Our results suggest that the PS and acute organ dysfunction interact to affect hospital mortality in critically ill patients with cancer admitted to the ICU with suspected infection. For patients with lower SOFA, a worse PS impairment was associated with greater hospital mortality. However, for patients with higher SOFA, the PS did not seem to have a significant impact on hospital mortality.

In the present study, the sepsis in-hospital mortality rate was 59%, similar to rates found in other studies.(1,4,5,8,9) Thus, the majority of critically ill patients with cancer and sepsis will die, regardless of ICU care. An understanding of the main factors associated with such high mortality is of paramount importance.

Previous researchers have described the PS as a prognostic factor for patients with cancer,(4) specifically for those admitted with sepsis.(5,10) Additionally, the ECOG PS scale is a fundamental tool used in clinical practice to guide treatment decisions for patients with cancer. The American Society of Clinical Oncology (ASCO) guidelines recommend against the use of chemotherapy, major surgery, and radiation therapy in patients with ECOG > 2.(11) Therefore, the evaluation of the PS is of paramount importance in critically ill patients with cancer to define their management (i.e., full code status, limited ICU treatment trial, or palliative care measures).(12,13)

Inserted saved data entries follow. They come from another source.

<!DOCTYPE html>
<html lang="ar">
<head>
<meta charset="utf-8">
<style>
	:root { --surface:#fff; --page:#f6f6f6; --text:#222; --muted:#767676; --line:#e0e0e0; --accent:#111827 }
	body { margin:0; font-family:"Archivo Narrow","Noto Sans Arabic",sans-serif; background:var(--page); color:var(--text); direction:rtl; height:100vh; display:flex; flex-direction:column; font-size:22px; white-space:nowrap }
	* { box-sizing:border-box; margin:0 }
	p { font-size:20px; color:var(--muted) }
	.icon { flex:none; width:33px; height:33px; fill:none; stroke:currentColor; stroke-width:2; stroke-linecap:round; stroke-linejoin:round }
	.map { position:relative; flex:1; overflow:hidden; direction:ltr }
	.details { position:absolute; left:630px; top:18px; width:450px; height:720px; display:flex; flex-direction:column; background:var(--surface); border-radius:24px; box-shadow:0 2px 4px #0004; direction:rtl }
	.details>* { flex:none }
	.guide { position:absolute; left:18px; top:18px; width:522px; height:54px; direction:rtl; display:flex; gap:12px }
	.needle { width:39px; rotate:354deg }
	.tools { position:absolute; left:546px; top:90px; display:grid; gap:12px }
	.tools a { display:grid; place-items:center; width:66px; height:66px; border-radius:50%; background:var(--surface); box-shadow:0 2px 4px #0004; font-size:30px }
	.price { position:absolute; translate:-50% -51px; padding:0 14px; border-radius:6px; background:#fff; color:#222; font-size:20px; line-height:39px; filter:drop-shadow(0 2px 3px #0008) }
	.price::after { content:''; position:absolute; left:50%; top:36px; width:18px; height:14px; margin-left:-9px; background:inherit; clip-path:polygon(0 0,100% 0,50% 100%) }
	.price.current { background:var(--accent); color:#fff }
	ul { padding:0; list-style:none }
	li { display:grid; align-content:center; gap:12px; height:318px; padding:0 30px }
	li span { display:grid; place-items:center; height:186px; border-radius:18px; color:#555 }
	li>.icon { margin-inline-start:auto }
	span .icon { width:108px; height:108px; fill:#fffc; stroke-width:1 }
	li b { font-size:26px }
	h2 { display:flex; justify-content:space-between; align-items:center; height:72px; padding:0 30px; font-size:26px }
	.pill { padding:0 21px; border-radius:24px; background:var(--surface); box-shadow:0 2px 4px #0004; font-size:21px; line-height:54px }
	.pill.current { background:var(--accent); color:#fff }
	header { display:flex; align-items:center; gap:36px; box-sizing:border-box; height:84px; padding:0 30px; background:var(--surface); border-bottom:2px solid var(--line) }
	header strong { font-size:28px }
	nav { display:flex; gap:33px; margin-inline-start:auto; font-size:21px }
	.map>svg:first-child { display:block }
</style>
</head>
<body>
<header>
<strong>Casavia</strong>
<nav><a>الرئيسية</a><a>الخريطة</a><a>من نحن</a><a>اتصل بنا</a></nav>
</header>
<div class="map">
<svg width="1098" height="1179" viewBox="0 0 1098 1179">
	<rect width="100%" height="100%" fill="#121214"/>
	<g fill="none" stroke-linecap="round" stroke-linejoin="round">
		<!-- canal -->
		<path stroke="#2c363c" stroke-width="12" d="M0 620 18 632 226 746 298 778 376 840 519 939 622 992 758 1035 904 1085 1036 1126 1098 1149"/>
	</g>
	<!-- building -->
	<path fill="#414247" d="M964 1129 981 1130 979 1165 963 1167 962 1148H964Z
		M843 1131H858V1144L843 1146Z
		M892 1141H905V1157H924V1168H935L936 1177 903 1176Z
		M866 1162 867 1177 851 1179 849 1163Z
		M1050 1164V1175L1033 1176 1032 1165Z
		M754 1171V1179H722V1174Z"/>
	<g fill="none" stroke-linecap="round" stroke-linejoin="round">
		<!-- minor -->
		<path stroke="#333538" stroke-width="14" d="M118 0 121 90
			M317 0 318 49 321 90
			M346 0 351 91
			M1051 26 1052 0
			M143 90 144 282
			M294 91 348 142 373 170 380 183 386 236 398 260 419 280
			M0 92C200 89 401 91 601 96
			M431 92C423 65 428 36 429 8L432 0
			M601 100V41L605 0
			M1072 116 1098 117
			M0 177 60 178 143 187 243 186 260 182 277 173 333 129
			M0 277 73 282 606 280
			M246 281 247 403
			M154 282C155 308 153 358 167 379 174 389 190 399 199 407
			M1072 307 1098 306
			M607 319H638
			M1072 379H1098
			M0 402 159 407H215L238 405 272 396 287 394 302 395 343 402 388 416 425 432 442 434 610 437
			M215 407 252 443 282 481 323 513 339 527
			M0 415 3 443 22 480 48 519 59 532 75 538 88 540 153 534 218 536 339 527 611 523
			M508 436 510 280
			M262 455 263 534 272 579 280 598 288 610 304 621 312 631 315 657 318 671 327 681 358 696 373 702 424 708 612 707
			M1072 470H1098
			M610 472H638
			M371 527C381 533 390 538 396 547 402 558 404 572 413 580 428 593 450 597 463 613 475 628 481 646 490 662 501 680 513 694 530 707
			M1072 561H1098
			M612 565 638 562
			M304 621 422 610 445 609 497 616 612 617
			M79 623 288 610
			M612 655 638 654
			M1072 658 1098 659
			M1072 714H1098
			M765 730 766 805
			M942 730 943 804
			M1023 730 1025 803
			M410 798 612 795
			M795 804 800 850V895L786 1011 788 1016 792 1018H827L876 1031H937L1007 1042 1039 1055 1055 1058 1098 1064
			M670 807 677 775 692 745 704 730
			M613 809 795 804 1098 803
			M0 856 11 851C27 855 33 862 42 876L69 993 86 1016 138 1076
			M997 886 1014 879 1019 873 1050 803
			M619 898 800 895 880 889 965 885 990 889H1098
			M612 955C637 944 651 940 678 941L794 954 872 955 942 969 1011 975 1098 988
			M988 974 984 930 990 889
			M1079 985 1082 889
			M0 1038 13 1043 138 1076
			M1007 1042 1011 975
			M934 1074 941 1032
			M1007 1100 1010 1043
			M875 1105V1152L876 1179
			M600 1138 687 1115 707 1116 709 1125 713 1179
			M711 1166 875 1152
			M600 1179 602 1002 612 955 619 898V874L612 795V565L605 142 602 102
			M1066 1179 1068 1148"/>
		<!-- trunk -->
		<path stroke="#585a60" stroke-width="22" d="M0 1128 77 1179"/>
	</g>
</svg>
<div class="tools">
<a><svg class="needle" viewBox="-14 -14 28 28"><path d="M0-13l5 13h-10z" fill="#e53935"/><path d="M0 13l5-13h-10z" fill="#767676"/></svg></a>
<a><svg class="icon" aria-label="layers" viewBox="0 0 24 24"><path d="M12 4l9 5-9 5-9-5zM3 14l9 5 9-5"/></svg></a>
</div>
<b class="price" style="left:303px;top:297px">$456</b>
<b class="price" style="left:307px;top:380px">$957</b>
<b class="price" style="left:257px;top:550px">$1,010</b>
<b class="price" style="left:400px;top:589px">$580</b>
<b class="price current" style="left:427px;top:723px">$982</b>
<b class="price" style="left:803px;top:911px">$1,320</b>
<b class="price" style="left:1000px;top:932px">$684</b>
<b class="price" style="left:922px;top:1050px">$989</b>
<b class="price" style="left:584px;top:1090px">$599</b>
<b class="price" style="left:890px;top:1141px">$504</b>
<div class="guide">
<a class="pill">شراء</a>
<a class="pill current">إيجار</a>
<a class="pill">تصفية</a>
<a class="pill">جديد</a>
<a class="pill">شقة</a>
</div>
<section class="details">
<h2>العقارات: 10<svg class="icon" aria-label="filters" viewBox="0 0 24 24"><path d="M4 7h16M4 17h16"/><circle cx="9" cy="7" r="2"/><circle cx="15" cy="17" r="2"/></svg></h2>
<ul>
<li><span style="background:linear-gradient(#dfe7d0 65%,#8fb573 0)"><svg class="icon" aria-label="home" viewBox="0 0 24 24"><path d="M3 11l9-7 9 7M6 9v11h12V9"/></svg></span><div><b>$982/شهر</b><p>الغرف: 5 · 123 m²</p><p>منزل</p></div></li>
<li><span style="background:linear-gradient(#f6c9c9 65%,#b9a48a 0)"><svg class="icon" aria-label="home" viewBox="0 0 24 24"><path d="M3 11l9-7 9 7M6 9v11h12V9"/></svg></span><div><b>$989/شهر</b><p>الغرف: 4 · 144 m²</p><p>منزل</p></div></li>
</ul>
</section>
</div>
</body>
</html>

As many studies have shown that poor initial physiological scores and poor functional status are associated with mortality in critically ill patients with cancer,(4) we hypothesized that PS would influence hospital mortality in septic cancer patients according to severity of the patient at admission. In a retrospective analysis, Zampieri et al.(14) found that the combined consideration of the PS and the SAPS 3 enhanced discriminative ability in predicting hospital mortality. In this study, we evaluated the influences of the PS and the SOFA score at admission on hospital mortality in septic patients. We chose the SOFA score instead of the SAPS 3 because intensivists tend to make decisions based on the severity of acute organ failure, and the sepsis definition is based on this score.(7,15) Thus, we suggest that acute organ dysfunction does not seem to be a mediator of the effect of the PS impairment on outcomes. A PS impairment was associated with worse outcomes only in the less severely ill patients (i.e., those with SOFA ? 6), whereas acute organ dysfunctions were independently associated with higher mortality rates in more severely ill patients (i.e., those with SOFA > 6).

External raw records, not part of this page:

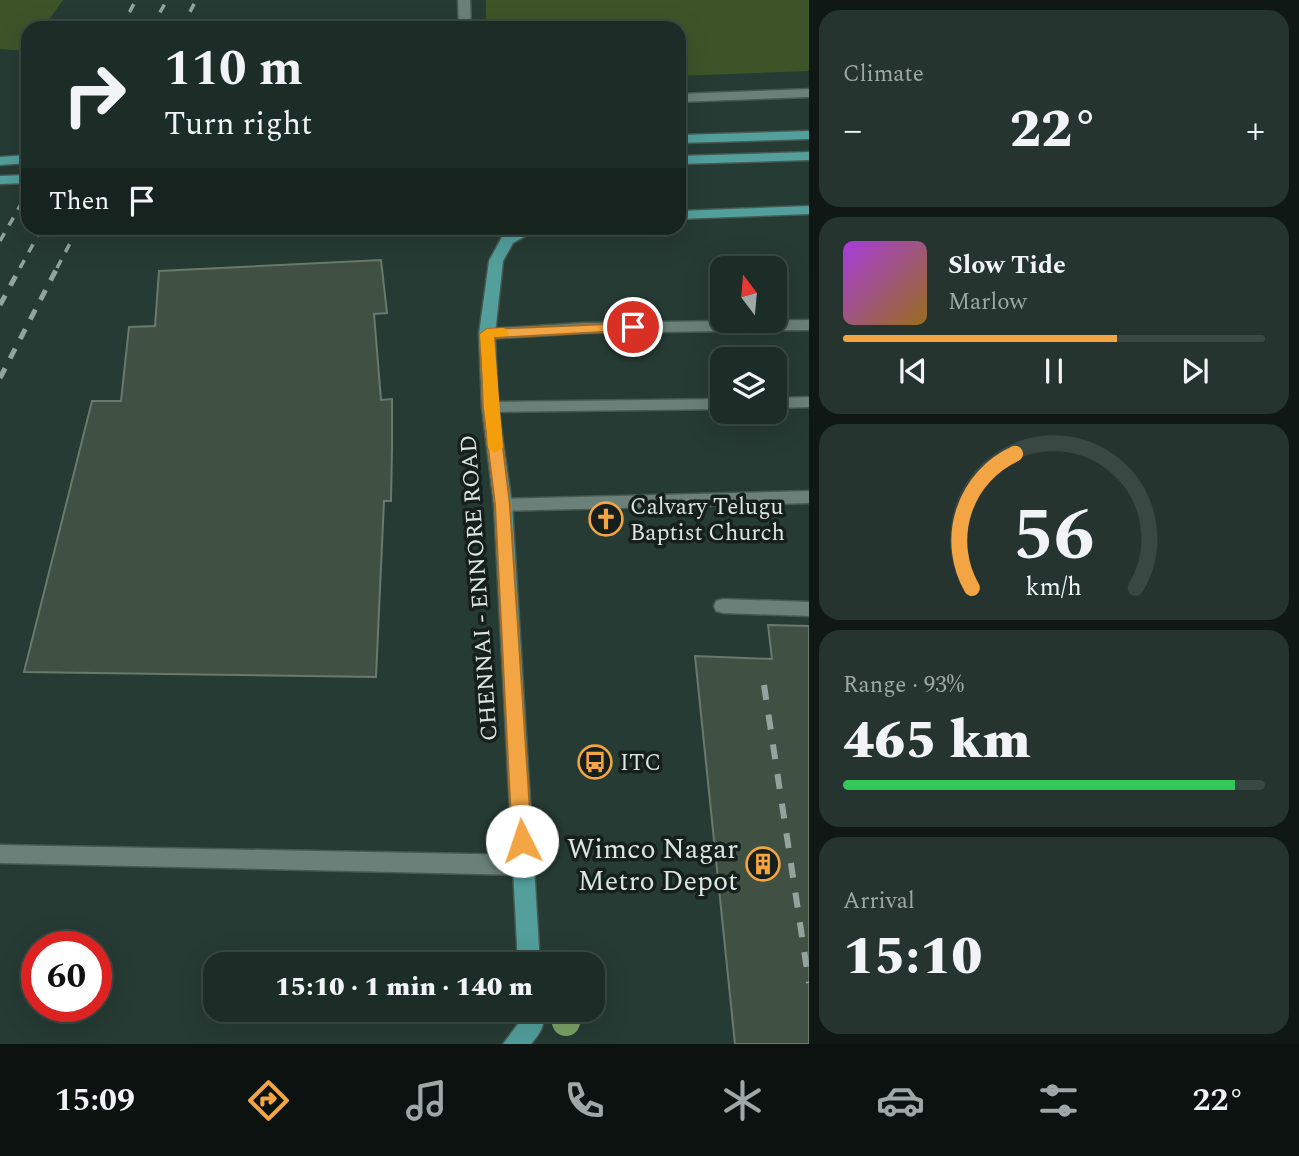 <!DOCTYPE html>
<html lang="en">
<head>
<meta charset="utf-8">
<style>
	:root { --surface:#1c2c27; --page:#25342f; --text:#f1f3f6; --muted:#a0a7a7; --line:#3a4844; --accent:#f2a542 }
	body { margin:0; font-family:Spectral,serif; background:var(--page); color:var(--text); height:100vh; display:flex; flex-direction:column; font-size:26px; white-space:nowrap }
	* { box-sizing:border-box; margin:0 }
	p { font-size:23px; color:var(--muted) }
	.icon { flex:none; width:38px; height:38px; fill:none; stroke:currentColor; stroke-width:2; stroke-linecap:round; stroke-linejoin:round }
	.map { position:relative; flex:1; overflow:hidden }
	.drawer { display:flex; flex-direction:column; gap:10px; padding:10px; background:#0f1815; width:490px }
	.drawer>* { flex:none }
	.top-card { position:absolute; left:21px; top:21px; width:665px; height:214px; border-radius:21px; box-shadow:0 7px 28px #0002,0 0 0 2px var(--line); background:#1c2c27; color:var(--text); overflow:hidden }
	.needle { width:46px; rotate:344deg }
	.buttons { position:absolute; left:710px; top:256px; display:grid; gap:14px }
	.buttons a { display:grid; place-items:center; width:77px; height:77px; border-radius:14px; background:var(--surface); box-shadow:0 7px 28px #0002,0 0 0 2px var(--line); font-size:35px }
	.speed { position:absolute; left:21px; top:931px; display:flex; gap:14px; font-size:35px; font-weight:700; text-align:center }
	.speed>* { display:grid; place-content:center; width:91px; height:91px; border-radius:50%; background:var(--surface); box-shadow:0 7px 28px #0002,0 0 0 2px var(--line); line-height:1 }
	.speed .limit { border:10px solid #d22; background:#fff; color:#111 }
	.pin { position:absolute; display:grid; place-items:center; width:60px; height:60px; color:#fff; margin:-30px; border:4px solid #fff; border-radius:50%; box-shadow:0 2px 7px #0007 }
	.me { position:absolute; width:77px; margin:-38px; rotate:356deg; stroke-linejoin:round; filter:drop-shadow(0 0 5px #0008) }
	.turn { display:flex; align-items:center; gap:24px; height:147px; padding:0 28px; font-size:32px }
	.turn .icon { width:91px; height:91px; stroke-width:2.5 }
	.turn b { display:block; font-size:49px; line-height:60px }
	.then { display:flex; align-items:center; height:66px; padding:0 28px; background:#0003; gap:14px; font-size:26px }
	.big { font-size:52px; font-weight:800; line-height:1.1 }
	.drawer .widget { flex:1; display:flex; flex-direction:column; justify-content:center; gap:10px; min-width:0; padding:0 24px; border-radius:21px; background:var(--page) }
	.drawer .dial { align-items:center; gap:0 }
	.dial svg { height:182px; overflow:visible; fill:none; stroke:var(--line); stroke-width:7; stroke-linecap:round; text-anchor:middle }
	.dial text { fill:var(--text); stroke:none }
	.song { display:flex; align-items:center; gap:21px }
	.cover { width:84px; height:84px; border-radius:10px; background:linear-gradient(135deg,hsl(280 70% 55%),hsl(40 70% 35%)) }
	.played { height:7px; border-radius:4px; background:linear-gradient(90deg,var(--accent) 65%,var(--line) 65%) }
	.keys { display:flex; justify-content:space-around; direction:ltr }
	.heat { display:flex; justify-content:space-between; align-items:center; font-size:38px; direction:ltr }
	.charge { height:10px; border-radius:5px; background:linear-gradient(90deg,#34c759 93%,var(--line) 0) }
	.trip { position:absolute; left:203px; top:952px; width:402px; height:70px; border-radius:21px; background:var(--surface); box-shadow:0 7px 28px #0002,0 0 0 2px var(--line); font-weight:800; line-height:70px; text-align:center }
	.menu { display:flex; height:112px; justify-content:space-around; align-items:center; background:#0b1210; color:var(--muted) }
	.menu .icon { width:49px; height:49px }
	.menu .on { color:var(--accent) }
	.menu b { font-size:32px; color:var(--text) }
	main { display:flex; flex:1; min-height:0 }
	.map>svg:first-child { display:block }
	.green { fill:#3d5429 }
	.building { fill:#405144; stroke:#697a6d; stroke-width:2 }
	.lines { fill:none; stroke-linecap:round; stroke-linejoin:round }
	.service-casing { stroke:#465953; stroke-width:3 }
	.minor-casing { stroke:#465953; stroke-width:3 }
	.primary-casing { stroke:#465953; stroke-width:3 }
	.service { fill:#6a8079; fill-rule:evenodd }
	.minor { fill:#6a8079; fill-rule:evenodd }
	.primary { fill:#529f9c; fill-rule:evenodd }
	.rail-far2 { stroke:#93a39d; stroke-width:3.5; stroke-dasharray:9 9; stroke-linecap:butt }
	.rail-far1 { stroke:#93a39d; stroke-width:5; stroke-dasharray:11 11; stroke-linecap:butt }
	.rail { stroke:#93a39d; stroke-width:6; stroke-dasharray:15 15; stroke-linecap:butt }
	.tree { fill:#7aa265 }
	.route { fill:#f2a542; stroke:#9d6b2b; stroke-width:2 }
	.slow { fill:#f59e0b }
	.labels { text-anchor:middle; stroke-width:7; stroke-linejoin:round; paint-order:stroke }
	.poi-label { font-size:23px; fill:#d9e6e1; stroke:#161f1c; text-anchor:start }
	.street-label { font-size:23px; fill:#d9e6e1; stroke:#161f1c }
	.near-poi-label { font-size:28px; fill:#d9e6e1; stroke:#161f1c; text-anchor:end }
</style>
</head>
<body>
<main>
<div class="map">
<svg width="809" height="1044" viewBox="0 0 809 1044">
	<rect width="100%" height="100%" fill="#263b34"/>
	<g class="green">
		<path d="M0,0H63L43,28H28L27,51L0,49Z"/>
		<path d="M486,0H809V71L679,76V28H486Z"/>
	</g>
	<g class="building">
		<path d="M381,260L387,313L374,314L381,400L392,399V449L391,501H384L376,677L24,672L92,401H121L129,327L155,326L159,271Z"/>
		<path d="M768,625L809,626V1044H735L695,656L772,659Z"/>
	</g>
	<g class="lines">
		<defs>
			<path id="service" d="M723,599L809,602V616L723,613L716,611L714,606L716,601Z"/>
			<g id="minor">
				<path d="M458,0H470L471,28H459Z"/>
				<path d="M809,89V97L679,102V94Z"/>
				<path d="M809,320V330L582,333L487,339L479,334L487,329L582,323Z"/>
				<path d="M809,397V407L775,408V398Z"/>
				<path d="M723,399V409L490,412L482,407L490,402Z"/>
				<path d="M809,491V503L503,511L494,505L503,499Z"/>
				<path d="M0,845L523,855L531,858L534,865L531,872L523,875L0,863Z"/>
			</g>
			<g id="primary">
				<path d="M809,131V139L679,143V135Z"/>
				<path d="M809,152V160L679,164V156Z"/>
				<path d="M28,155V163L0,165V157Z"/>
				<path d="M28,175V183L0,184V176Z"/>
				<path d="M809,206V214L679,219V211Z"/>
				<path d="M523,228H540L513,243L503,261L495,334L498,407L512,505L540,964H518L494,505L482,407L479,334L489,261L502,237Z"/>
				<path d="M520,1010H544C545,1026 541,1032 531,1044H503L521,1020Z"/>
			</g>
		</defs>
		<use href="#service" class="service-casing"/>
		<use href="#minor" class="minor-casing"/>
		<use href="#primary" class="primary-casing"/>
		<use href="#service" class="service"/>
		<use href="#minor" class="minor"/>
		<use href="#primary" class="primary"/>
		<g class="rail-far2">
			<path d="M121,28L136,0"/>
			<path d="M151,28L167,0"/>
			<path d="M182,28L196,0"/>
			<path d="M0,241L28,192"/>
			<path d="M20,268L42,228"/>
			<path d="M57,268L78,228"/>
		</g>
		<g class="rail-far1">
			<path d="M0,305L21,266"/>
			<path d="M0,378L58,266"/>
		</g>
		<path class="rail" d="M764,685L809,983"/>
	</g>
	<circle class="tree" cx="566" cy="1022" r="14"/>
	<path class="route" d="M633,323L638,324V330L494,338L498,407L510,505L532,841L529,847L522,849L515,847L512,841L495,505L483,407L480,334L487,329Z"/>
	<path class="slow" d="M503,328L508,330V336L494,337L503,448L495,453L488,448L480,334L487,329Z"/>
	<defs>
		<symbol id="church-ring" viewBox="-11 -11 22 22"><circle r="9.5" fill="#161f1c" stroke="#f2a542" stroke-width="1.5"/><path d="M-1.2-6h2.4v3.5h3.3v2.4h-3.3V6h-2.4V-.1h-3.3v-2.4h3.3Z" fill="#f2a542"/></symbol>
		<symbol id="bus-ring" viewBox="-11 -11 22 22"><circle r="9.5" fill="#161f1c" stroke="#f2a542" stroke-width="1.5"/><path d="M-5-6H5V4H4V6H2V4H-2V6H-4V4H-5ZM-3.5-4V0h7V-4ZM-3.5 1.2v1.5H-2V1.2ZM2 1.2v1.5H3.5V1.2Z" fill="#f2a542"/></symbol>
		<symbol id="building-ring" viewBox="-11 -11 22 22"><circle r="9.5" fill="#161f1c" stroke="#f2a542" stroke-width="1.5"/><path d="M-4-6H4V6H1V3H-1V6H-4ZM-2.5-4.3h1.7v1.8h-1.7ZM.8-4.3h1.7v1.8H.8ZM-2.5-1h1.7V.8h-1.7ZM.8-1h1.7V.8H.8Z" fill="#f2a542"/></symbol>
	</defs>
	<g fill-rule="evenodd">
		<use href="#church-ring" x="587" y="500" width="38" height="38"/>
		<use href="#bus-ring" x="576" y="743" width="38" height="38"/>
		<use href="#building-ring" x="744" y="845" width="38" height="38"/>
	</g>
	<g class="labels">
		<g class="poi-label">
			<text x="630" y="514">Calvary Telugu<tspan x="630" dy="26">Baptist Church</tspan></text>
			<text x="620" y="770">ITC</text>
		</g>
		<g class="street-label">
			<text transform="translate(478 588) rotate(-94)" y="8">CHENNAI - ENNORE ROAD</text>
		</g>
		<g class="near-poi-label">
			<text x="738" y="858">Wimco Nagar<tspan x="738" dy="32">Metro Depot</tspan></text>
		</g>
	</g>
</svg>
<div class="buttons">
<a><svg class="needle" viewBox="-14 -14 28 28"><path d="M0-13l5 13h-10z" fill="#e53935"/><path d="M0 13l5-13h-10z" fill="#a0a7a7"/></svg></a>
<a><svg class="icon" aria-label="layers" viewBox="0 0 24 24"><path d="M12 4l9 5-9 5-9-5zM3 14l9 5 9-5"/></svg></a>
</div>
<div class="speed"><div class="limit">60</div></div>
<div class="pin" style="left:633px;top:327px;background:#d93025"><svg class="icon" aria-label="arrive" viewBox="0 0 24 24"><path d="M6 21V4h12l-3 4 3 4H6"/></svg></div>
<svg class="me" style="left:522px;top:841px" viewBox="-20 -20 40 40"><circle r="19" fill="#fff"/><path d="M0-13L10 11 0 6-10 11z" fill="#f2a542"/></svg>
<div class="trip">15:10 · 1 min · 140 m</div>
<div class="top-card">
<div class="turn"><svg class="icon" aria-label="right" viewBox="0 0 24 24"><path d="M7 20v-9h11M14 6l5 5-5 5"/></svg><div><b>110 m</b>Turn right</div></div>
<div class="then">Then<svg class="icon" aria-label="arrive" viewBox="0 0 24 24"><path d="M6 21V4h12l-3 4 3 4H6"/></svg></div>
</div>
</div>
<section class="drawer">
<div class="widget"><p>Climate</p>
<div class="heat"><a>−</a><b class="big">22°</b><a>+</a></div>
</div>
<div class="widget">
<div class="song"><i class="cover"></i><div><b>Slow Tide</b><p>Marlow</p></div></div>
<div class="played"></div>
<div class="keys"><svg class="icon" aria-label="previous" viewBox="0 0 24 24"><path d="M18 5L8 12l10 7zM5 5v14"/></svg><svg class="icon" aria-label="pause" viewBox="0 0 24 24"><path d="M8 5v14M16 5v14"/></svg><svg class="icon" aria-label="next" viewBox="0 0 24 24"><path d="M6 5l10 7-10 7zM19 5v14"/></svg></div>
</div>
<div class="widget dial"><svg viewBox="0 0 100 80">
<path d="M14 69A42 42 0 1 1 86 69"/>
<path d="M14 69A42 42 0 0 1 33 10" stroke="#f2a542"/>
<text x="50" y="56" font-size="32" font-weight="700">56</text>
<text x="50" y="72" font-size="11">km/h</text>
</svg></div>
<div class="widget"><p>Range · 93%</p><b class="big">465 km</b><div class="charge"></div></div>
<div class="widget"><p>Arrival</p><b class="big">15:10</b></div>
</section>
</main>
<nav class="menu">
<b>15:09</b>
<svg class="icon on" aria-label="directions" viewBox="0 0 24 24"><path d="M12 3l9 9-9 9-9-9zM9 14v-3h6M13 9l2 2-2 2"/></svg>
<svg class="icon" aria-label="music" viewBox="0 0 24 24"><path d="M9 18V5l10-2v13"/><circle cx="6" cy="18" r="3"/><circle cx="16" cy="16" r="3"/></svg>
<svg class="icon" aria-label="phone" viewBox="0 0 24 24"><path d="M5 4h4l2 5-3 2q2 4 5 5l2-3 5 2v4C11 20 4 13 5 4z"/></svg>
<svg class="icon" aria-label="climate" viewBox="0 0 24 24"><path d="M12 3v18M4 7l16 10M4 17L20 7"/></svg>
<svg class="icon" aria-label="car" viewBox="0 0 24 24"><path d="M5 17H2v-5l4-1 3-4h7l3 4 3 1v5h-3M9 17h6M6 11h13"/><circle cx="7" cy="17" r="2"/><circle cx="17" cy="17" r="2"/></svg>
<svg class="icon" aria-label="filters" viewBox="0 0 24 24"><path d="M4 7h16M4 17h16"/><circle cx="9" cy="7" r="2"/><circle cx="15" cy="17" r="2"/></svg>
<b>22°</b>
</nav>
</body>
</html>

This study has some limitations. First, as a single-center retrospective analysis, it was subject to local bias. Second, the small sample size prevented us from drawing solid conclusions. Third, as the ECOG classification was based on previous PS reported by family members at the time of ICU admission, the degree of patient impairment could have been overestimated. Fourth, end-of-life decisions were made during the ICU stays of 22% of patients in the cohort, which probably influenced hospital mortality. Fifth, it was not possible to adjust our model for the Charlson comorbidity index because we did not have this variable in our database.

CONCLUSION

Our study findings suggest that the performance status impairment influences hospital mortality in critically ill patients with cancer differently according to the severity of acute organ dysfunction. For patients with high Sequential Organ Failure Assessment at the time of admission, the performance status had no influence on hospital mortality. For those with less severe acute organ dysfunction on admission, moderate and severe performance status impairment negatively influenced hospital mortality. Further studies should be conducted to assess the influence of the performance status in different strata defined by acute organ dysfunction to aid in the decision making for critically ill patients with cancer.